Ballmer's Guessing Game

John Graham-Cumming did some interesting analysis recently on a problem that Steve Ballmer had used for candidates interviewing at Microsoft. The gist of the problem is as follows:

Suppose a game host comes to you with the following challenge: They will choose a number between 1 and 100. During each turn of the game, you (the guesser) gets to guess a number. The host will then answer that their number is equal to, less than, or greater than the number you guessed. During the game, you will guess numbers until you get to the host’s number – if your first guess is right, you get \$5, then \$4, and so on until \$0, then -\$1, and so on.

Should you accept this challenge?

Ballmer’s initial claim is that the player should not – that if the player were to play a predictable strategy such as binary search, then the host can predict this and choose a number that intentionally takes long for binary search, then the host wins \$1.

Ballmer then incorrectly asserts that the expected value for the game is also negative, and the host wins, under the assumption that the host chooses a random number between 1 and 100 with uniform probability for any number. Graham-Cumming demonstrates with some proper math about expectations that this is incorrect, and the guesser should expect to win about \$0.2 on average.

However, if we want to be totally technically correct, neither of these answers are completely true. In a game where both the host and the guesser are trying to maximize their own payoff, computing the optimal strategy is actually quite difficult.

tl;dr Turns out solving this problem involves an interesting application of dyanmic programming to iteratively calculating Nash equilibria with the minimax algorithm. Unfortunately the result suggests that the guest is losing here... so Ballmer was right all along, even though he was wrong about why.

Optimal strategies⌗

Generally when we’re looking at “optimal strategies” for games like this, what we’d like is to find a unique Nash equilibrium. This is a strategy profile such that:

If the host knew what strategy the guesser was using, the host would not change their strategy;
If the guesser knew what strategy the host was using, they would not change their strategy either.

In adversarial zero-sum games like this, we know that we can apply the Minimax theorem. In layman’s terms, the “minimax outcome” is one that minimizes the most damage that your opponent can do to you. What this means is, if you’re playing a minimax strategy, your opponent has no strategy possible to make you lose worse in expectation than the expected payoff from the game.

It also provides two other nice assurances: First of all, we know this optimal strategy exists and the estimated payoff of that strategy is called the value of the game. Secondly, there are better computational method for solving minimax equilibria, which means for us we’re not running into any intractable computations.

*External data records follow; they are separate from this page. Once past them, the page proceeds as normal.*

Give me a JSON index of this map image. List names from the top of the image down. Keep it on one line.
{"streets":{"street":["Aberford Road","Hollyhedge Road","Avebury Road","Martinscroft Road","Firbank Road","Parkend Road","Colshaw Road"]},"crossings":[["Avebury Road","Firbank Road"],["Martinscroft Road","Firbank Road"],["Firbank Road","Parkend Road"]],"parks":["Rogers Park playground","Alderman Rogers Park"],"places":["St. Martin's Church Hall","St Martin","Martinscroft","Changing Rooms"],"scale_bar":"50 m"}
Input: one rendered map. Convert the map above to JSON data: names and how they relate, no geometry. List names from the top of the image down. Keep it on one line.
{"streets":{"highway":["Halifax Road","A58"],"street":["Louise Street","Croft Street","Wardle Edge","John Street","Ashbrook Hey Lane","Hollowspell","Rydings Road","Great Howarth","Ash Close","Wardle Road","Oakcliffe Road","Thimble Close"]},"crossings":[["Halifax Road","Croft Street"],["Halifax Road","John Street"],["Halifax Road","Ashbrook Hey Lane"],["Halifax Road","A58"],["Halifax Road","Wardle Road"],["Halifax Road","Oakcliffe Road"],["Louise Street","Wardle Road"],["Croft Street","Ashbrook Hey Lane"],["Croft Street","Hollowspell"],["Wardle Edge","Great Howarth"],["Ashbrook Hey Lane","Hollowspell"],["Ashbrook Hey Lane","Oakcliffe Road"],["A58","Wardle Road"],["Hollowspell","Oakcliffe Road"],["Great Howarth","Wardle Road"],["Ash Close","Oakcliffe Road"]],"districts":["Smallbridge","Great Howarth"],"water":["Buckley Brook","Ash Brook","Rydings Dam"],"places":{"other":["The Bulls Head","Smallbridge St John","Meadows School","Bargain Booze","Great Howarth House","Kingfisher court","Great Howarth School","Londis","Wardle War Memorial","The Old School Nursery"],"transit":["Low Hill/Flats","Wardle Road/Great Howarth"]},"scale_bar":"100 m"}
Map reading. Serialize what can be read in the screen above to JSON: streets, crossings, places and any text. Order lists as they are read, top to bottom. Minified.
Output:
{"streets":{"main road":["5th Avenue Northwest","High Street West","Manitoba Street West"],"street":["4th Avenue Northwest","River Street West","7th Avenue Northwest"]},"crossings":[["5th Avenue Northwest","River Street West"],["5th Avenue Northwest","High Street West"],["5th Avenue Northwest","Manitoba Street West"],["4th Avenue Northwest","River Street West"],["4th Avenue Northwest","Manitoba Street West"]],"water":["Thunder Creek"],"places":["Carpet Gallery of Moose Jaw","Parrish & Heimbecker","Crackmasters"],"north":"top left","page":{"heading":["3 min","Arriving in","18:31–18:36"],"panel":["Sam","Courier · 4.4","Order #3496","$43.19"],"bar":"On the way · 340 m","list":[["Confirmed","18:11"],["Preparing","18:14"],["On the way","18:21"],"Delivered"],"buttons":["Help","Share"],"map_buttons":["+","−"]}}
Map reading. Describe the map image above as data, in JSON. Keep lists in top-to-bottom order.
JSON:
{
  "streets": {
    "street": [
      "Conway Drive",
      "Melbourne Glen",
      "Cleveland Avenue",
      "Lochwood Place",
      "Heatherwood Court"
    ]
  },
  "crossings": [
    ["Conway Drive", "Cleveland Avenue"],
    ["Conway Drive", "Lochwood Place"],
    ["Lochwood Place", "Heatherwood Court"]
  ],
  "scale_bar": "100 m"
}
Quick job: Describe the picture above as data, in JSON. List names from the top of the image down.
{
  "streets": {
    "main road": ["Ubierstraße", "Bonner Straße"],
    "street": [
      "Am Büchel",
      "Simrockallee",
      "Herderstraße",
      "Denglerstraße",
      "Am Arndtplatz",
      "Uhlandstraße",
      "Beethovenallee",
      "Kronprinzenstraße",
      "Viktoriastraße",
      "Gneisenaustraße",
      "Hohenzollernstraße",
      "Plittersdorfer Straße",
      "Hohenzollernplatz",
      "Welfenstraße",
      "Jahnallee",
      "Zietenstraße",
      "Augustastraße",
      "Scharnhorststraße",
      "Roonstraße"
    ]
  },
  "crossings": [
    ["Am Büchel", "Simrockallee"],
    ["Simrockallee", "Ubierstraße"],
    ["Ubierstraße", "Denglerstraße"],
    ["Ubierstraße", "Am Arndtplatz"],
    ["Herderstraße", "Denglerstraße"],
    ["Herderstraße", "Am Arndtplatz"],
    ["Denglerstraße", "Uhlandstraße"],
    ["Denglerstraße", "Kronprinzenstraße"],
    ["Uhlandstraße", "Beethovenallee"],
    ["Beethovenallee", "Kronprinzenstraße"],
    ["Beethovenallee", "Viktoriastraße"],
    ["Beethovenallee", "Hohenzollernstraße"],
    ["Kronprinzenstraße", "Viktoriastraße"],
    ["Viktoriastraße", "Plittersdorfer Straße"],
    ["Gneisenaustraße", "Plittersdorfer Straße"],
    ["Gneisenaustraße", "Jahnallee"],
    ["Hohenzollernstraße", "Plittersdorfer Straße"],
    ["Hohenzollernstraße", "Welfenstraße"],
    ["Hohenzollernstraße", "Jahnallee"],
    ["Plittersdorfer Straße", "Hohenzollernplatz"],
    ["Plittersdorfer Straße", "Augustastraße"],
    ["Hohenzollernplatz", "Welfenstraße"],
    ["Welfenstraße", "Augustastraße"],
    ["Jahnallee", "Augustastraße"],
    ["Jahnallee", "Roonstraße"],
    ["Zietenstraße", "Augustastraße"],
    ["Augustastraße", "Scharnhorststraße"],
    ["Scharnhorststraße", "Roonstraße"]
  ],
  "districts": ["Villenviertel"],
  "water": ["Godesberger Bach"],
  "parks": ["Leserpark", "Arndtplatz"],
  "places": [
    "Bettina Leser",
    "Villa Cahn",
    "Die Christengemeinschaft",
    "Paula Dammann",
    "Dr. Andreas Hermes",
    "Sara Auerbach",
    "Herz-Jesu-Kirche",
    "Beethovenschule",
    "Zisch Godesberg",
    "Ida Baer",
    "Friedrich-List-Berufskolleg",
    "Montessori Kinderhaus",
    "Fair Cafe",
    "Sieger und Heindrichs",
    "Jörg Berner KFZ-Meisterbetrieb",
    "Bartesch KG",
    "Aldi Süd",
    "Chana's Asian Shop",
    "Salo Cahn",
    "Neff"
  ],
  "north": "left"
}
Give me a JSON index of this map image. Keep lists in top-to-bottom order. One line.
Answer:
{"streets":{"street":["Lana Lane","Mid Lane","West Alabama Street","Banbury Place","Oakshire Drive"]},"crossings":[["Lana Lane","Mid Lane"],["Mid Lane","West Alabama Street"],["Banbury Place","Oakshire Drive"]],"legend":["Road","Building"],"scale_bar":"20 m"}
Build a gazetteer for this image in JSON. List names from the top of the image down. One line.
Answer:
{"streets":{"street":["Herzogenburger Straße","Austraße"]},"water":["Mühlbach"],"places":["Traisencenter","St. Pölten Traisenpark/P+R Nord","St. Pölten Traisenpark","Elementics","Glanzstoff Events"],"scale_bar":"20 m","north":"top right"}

The strategy profiles we’ll be looking at are mixed strategies – in other words, we’re going to end up with a strategy like “the host chooses 1 with 2% probability, 2 with 4%, …, 100 with 3%”. This is in contrast to pure strategies, which can be eliminated trivially since if we only chose one number and our opponent knew that number, they would always be able to choose their own preferred outcome.

A lower bound estimate⌗

First of all, let us make a small addendum to the game: We will allow the host to “pick” a new number every turn if the guesser is wrong, but it must be subject to the constraints previously stated. For example, in this variant the following could happen:

The host picks 52.
The guesser picks 50, and the host says the number is greater.
The host picks a new number between 51 - 100: 63.
The guesser picks 75, and the host answers it is less.
The host picks a new number between 51 - 74: 61.
The guesser picks 61 and wins – the guesser wins \$3.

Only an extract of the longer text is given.